The effect of indication for surgery on Medicare payments following lower extremity bypass surgery
Elizabeth Andraska, BS1, Danielle Sutzko, MD, MS1, Andrew Gonzalez, MD, JD, MS2, Nicholas Osborne, MD, MS1.
1University of Michigan, Ann Arbor, MI, USA, 2University of Illinois, Chicago, IL, USA.
Objectives: Interest in improving health outcomes and minimizing cost has been gaining traction nationally. Peripheral arterial disease (PAD) represents a significant burden to society from both a quality and financial perspective, costing as much 2.3% of the annual Medicare budget. We examined the variation in Medicare payments associated with lower extremity bypass (LEB) surgery, focusing on total payments, including hospital payments, outlier payments, readmission payments and post-discharge care.
Methods: All patients undergoing LEB between 2009 and 2012 were identified in the MedPar database. Patients with concomitant supra-inguinal surgery, major amputation or atheroembolism were excluded. Risk and reliability adjusted mortality rates were generated for all hospitals. Hospital payment data was aggregated into DRG payments, outlier payments, physician payments, readmission payments and post-discharge payments. Hospital quintiles of cost were generated and variation in component payments were examined.
Results: A total of 116,334 patients in 2275 hospitals underwent LEB, including 25,366 (21.8%) who underwent femoral endarterectomy and 2481 (2.3%) who underwent minor amputations in combination. Indications for bypass included claudication (N=26,907, 23.1%), rest pain (18,489, 15.9%), tissue loss (35,841, 30.8%) and PAD unspecified (42,926, 36.9%). Median total Medicare payments for isolated LEB ($15,141, IQR $10851, $24581) were similar to combined LEB and endarterectomy ($15796, IQR $11595, $25530), however LEB and minor amputation was significantly more costly ($33807, IQR $22458, $53615), p<0.001. Table 1 shows the proportion of payments attributable to DRG, outlier, readmission, physician and post-discharge payments across hospital quintiles of total Medicare payments. There was wide variation in the distribution of payments. High payment hospitals appear to be more likely to treat a higher proportion of patients for tissue loss as compared to low-payment hospitals.

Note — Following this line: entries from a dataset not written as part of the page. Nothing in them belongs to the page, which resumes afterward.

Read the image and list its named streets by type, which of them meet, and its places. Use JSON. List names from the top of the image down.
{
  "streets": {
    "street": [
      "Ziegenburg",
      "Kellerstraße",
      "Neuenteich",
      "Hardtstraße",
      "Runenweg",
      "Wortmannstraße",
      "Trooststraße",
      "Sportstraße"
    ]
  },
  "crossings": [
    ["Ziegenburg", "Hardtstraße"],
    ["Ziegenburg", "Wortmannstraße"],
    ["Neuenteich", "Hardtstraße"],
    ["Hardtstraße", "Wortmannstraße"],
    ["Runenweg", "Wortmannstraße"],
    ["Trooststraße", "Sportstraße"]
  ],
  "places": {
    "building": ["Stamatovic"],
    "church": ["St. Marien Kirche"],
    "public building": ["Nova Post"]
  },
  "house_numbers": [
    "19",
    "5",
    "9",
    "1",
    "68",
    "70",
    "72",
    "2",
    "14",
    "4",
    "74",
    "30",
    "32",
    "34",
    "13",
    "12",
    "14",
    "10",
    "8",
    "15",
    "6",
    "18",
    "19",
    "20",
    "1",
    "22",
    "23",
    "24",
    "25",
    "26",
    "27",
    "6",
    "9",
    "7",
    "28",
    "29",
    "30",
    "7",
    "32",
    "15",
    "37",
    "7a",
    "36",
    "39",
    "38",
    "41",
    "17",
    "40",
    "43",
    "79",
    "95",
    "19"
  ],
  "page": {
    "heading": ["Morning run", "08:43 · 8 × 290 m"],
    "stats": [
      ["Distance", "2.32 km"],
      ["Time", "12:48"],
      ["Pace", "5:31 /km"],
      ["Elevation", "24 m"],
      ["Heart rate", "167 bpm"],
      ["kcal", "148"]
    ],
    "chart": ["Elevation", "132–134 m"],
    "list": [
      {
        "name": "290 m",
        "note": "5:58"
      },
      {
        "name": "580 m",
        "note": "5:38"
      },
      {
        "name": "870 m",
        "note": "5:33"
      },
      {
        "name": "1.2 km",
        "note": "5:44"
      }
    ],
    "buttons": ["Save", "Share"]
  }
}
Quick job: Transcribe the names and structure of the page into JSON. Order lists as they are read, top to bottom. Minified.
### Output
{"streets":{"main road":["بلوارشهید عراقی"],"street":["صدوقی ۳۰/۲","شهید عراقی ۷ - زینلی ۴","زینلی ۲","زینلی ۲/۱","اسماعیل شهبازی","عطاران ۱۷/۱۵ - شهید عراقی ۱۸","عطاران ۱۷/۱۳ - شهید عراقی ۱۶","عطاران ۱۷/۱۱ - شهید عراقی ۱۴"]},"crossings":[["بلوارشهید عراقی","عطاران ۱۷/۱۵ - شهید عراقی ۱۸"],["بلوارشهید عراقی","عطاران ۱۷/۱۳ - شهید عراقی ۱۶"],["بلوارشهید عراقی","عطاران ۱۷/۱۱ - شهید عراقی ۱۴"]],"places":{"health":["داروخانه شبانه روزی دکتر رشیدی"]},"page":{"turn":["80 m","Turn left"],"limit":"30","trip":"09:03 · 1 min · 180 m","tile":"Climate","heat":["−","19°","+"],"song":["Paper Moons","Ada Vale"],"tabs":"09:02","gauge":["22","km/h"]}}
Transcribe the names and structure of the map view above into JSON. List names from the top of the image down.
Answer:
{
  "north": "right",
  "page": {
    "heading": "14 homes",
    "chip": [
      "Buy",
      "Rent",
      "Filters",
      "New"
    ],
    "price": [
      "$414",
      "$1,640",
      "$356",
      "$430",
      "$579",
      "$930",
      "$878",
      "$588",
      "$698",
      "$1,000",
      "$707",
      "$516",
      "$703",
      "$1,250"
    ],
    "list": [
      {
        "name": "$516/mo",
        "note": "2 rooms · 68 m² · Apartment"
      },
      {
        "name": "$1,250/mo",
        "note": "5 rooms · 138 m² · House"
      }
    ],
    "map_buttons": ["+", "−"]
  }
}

Conclusions: Medicare payments for LEB vary significantly across patients and hospitals. A significant source of variation appears to be the indication for treatment. Patients suffering from tissue loss requiring amputation have significantly higher payments. Hospital variation in Medicare payments can be attributed to multiple factors, including DRG, physician services, readmission and post-discharge payments. Efforts to address PAD quality and cost will need to account for the heterogeneity of this population and the high cost of tissue loss.